Apesar da conjunção de vários motivos para
a existência da violência brasileira atual, existe um que postulamos hoje como central:
a inexistência de representação legítima da própria população. O que parece ser
apenas um defeito institucional localizado é, na verdade, a essência da
instabilidade geral. Esse ponto provoca inércia do sistema democrático e ondas
centrípetas de sequelas e efeitos colaterais. É o foco permanente de uma
barbárie latente, pronta para explodir de tempos em tempos.

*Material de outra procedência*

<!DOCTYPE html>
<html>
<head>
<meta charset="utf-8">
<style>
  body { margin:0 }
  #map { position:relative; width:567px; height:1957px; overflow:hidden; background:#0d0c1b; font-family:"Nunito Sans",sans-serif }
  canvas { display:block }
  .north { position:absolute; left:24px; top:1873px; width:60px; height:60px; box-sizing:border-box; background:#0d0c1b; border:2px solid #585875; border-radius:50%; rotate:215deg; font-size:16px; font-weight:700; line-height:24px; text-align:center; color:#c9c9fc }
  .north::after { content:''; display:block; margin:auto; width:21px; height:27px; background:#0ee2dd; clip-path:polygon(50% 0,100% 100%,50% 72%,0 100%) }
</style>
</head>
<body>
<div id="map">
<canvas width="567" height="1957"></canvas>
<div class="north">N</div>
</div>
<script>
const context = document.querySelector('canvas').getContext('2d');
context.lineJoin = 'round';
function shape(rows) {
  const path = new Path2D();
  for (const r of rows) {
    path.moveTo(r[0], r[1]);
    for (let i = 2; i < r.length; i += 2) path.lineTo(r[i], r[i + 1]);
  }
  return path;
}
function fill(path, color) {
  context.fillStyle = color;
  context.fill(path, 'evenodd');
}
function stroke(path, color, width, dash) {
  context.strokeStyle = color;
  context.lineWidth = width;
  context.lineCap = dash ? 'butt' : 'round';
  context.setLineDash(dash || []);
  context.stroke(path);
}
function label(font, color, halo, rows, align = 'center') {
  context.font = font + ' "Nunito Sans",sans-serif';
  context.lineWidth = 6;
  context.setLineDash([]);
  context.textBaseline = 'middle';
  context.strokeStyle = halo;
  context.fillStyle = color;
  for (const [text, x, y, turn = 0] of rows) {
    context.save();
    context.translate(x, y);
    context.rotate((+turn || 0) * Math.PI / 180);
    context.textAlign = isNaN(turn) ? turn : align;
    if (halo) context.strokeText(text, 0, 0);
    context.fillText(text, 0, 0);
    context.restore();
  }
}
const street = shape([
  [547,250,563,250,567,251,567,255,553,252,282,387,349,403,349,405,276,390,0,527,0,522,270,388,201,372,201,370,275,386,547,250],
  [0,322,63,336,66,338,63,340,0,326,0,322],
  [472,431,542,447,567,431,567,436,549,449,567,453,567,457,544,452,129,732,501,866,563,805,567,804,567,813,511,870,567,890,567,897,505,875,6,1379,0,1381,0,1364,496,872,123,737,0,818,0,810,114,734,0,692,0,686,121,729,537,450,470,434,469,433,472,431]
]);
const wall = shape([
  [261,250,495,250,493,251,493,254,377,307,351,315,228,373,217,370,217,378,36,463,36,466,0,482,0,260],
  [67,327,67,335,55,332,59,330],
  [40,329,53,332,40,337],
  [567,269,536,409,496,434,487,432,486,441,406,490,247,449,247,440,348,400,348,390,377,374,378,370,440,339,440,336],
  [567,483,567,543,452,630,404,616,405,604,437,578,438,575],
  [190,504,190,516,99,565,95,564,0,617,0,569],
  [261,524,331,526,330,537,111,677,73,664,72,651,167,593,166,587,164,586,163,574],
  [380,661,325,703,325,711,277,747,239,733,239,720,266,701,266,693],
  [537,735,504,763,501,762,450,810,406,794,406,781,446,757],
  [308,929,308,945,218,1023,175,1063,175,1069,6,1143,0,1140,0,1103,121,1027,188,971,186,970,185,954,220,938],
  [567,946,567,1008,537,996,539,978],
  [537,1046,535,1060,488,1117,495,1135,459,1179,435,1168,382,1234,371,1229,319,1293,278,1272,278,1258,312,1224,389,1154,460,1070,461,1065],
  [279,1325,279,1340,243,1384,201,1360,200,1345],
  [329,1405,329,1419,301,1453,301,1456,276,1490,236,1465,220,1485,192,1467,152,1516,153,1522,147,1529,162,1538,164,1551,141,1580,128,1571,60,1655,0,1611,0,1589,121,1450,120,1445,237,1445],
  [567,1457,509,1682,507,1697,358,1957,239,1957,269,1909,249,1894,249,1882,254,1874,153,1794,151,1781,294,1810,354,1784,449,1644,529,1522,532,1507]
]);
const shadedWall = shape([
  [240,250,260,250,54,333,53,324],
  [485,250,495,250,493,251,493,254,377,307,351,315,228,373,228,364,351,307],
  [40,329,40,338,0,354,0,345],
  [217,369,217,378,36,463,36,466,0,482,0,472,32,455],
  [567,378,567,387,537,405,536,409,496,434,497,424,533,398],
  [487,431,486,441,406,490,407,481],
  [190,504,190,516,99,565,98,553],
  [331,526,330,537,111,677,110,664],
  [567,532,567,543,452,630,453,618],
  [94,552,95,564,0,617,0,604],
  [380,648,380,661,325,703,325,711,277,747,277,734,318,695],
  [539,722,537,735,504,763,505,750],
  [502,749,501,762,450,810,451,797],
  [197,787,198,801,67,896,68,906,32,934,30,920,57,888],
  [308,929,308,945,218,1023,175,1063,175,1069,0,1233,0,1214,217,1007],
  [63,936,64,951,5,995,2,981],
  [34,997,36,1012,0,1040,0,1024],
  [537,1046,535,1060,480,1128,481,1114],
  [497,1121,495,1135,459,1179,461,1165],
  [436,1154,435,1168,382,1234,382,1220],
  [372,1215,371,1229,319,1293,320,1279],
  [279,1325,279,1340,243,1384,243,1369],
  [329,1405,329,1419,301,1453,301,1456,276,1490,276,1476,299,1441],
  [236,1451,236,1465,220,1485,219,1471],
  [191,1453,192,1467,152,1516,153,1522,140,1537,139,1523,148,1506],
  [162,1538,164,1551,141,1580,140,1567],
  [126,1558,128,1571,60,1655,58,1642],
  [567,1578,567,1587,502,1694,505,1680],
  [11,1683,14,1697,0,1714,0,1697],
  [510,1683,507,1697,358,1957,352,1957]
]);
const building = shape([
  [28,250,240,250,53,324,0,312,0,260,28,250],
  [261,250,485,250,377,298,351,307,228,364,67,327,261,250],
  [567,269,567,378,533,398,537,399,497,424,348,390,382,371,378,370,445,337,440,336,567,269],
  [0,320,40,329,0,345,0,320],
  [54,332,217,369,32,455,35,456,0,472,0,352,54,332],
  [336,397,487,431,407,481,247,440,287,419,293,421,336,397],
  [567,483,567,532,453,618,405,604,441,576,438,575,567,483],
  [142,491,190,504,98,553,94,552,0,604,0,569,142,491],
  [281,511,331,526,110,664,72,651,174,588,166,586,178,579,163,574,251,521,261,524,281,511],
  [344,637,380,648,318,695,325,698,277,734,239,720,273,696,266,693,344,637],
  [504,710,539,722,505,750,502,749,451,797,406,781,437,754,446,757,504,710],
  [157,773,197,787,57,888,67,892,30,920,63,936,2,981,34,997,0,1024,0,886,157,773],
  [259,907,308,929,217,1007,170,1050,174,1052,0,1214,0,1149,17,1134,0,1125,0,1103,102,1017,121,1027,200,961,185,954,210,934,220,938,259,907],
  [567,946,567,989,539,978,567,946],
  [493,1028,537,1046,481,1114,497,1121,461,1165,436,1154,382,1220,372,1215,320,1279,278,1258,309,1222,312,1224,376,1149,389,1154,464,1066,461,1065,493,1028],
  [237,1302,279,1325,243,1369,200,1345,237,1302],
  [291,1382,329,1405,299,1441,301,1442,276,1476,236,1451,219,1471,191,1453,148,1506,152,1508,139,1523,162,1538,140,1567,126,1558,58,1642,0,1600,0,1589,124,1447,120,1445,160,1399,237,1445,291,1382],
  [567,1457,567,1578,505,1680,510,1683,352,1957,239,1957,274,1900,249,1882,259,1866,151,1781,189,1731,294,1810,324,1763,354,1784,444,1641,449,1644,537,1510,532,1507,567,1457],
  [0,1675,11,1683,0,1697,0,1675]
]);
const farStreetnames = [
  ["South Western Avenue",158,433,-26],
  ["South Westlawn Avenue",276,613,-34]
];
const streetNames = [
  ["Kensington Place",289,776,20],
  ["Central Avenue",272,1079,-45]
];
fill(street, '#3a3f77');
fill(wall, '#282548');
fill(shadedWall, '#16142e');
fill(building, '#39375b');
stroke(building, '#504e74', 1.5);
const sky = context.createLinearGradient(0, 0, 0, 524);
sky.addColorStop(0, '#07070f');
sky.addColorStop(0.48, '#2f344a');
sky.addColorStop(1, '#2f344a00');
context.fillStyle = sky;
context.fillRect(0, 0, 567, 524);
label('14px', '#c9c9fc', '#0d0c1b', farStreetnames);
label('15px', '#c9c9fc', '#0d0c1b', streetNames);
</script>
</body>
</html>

Só há democracia no dia das eleições – e,
mesmo assim, os candidatos são selecionados por partidos comprometidos com
interesses os mais diversos. Não surpreende que existam representantes do
“povo” eleitos pelo PCC, o grupo de traficantes e assassinos mais conhecido.
No dia seguinte ao da eleição, o povo é privado
de voz ativa e seus “representantes” – ligados muitas vezes a grupos econômicos
e áreas de influência--, se apropriam das funções legislativas e executivas. E
adeus, até as próximas eleições. Quanto aos juízes e promotores, são escolhidos
por regras mais particulares, ditadas pela sua própria corporação.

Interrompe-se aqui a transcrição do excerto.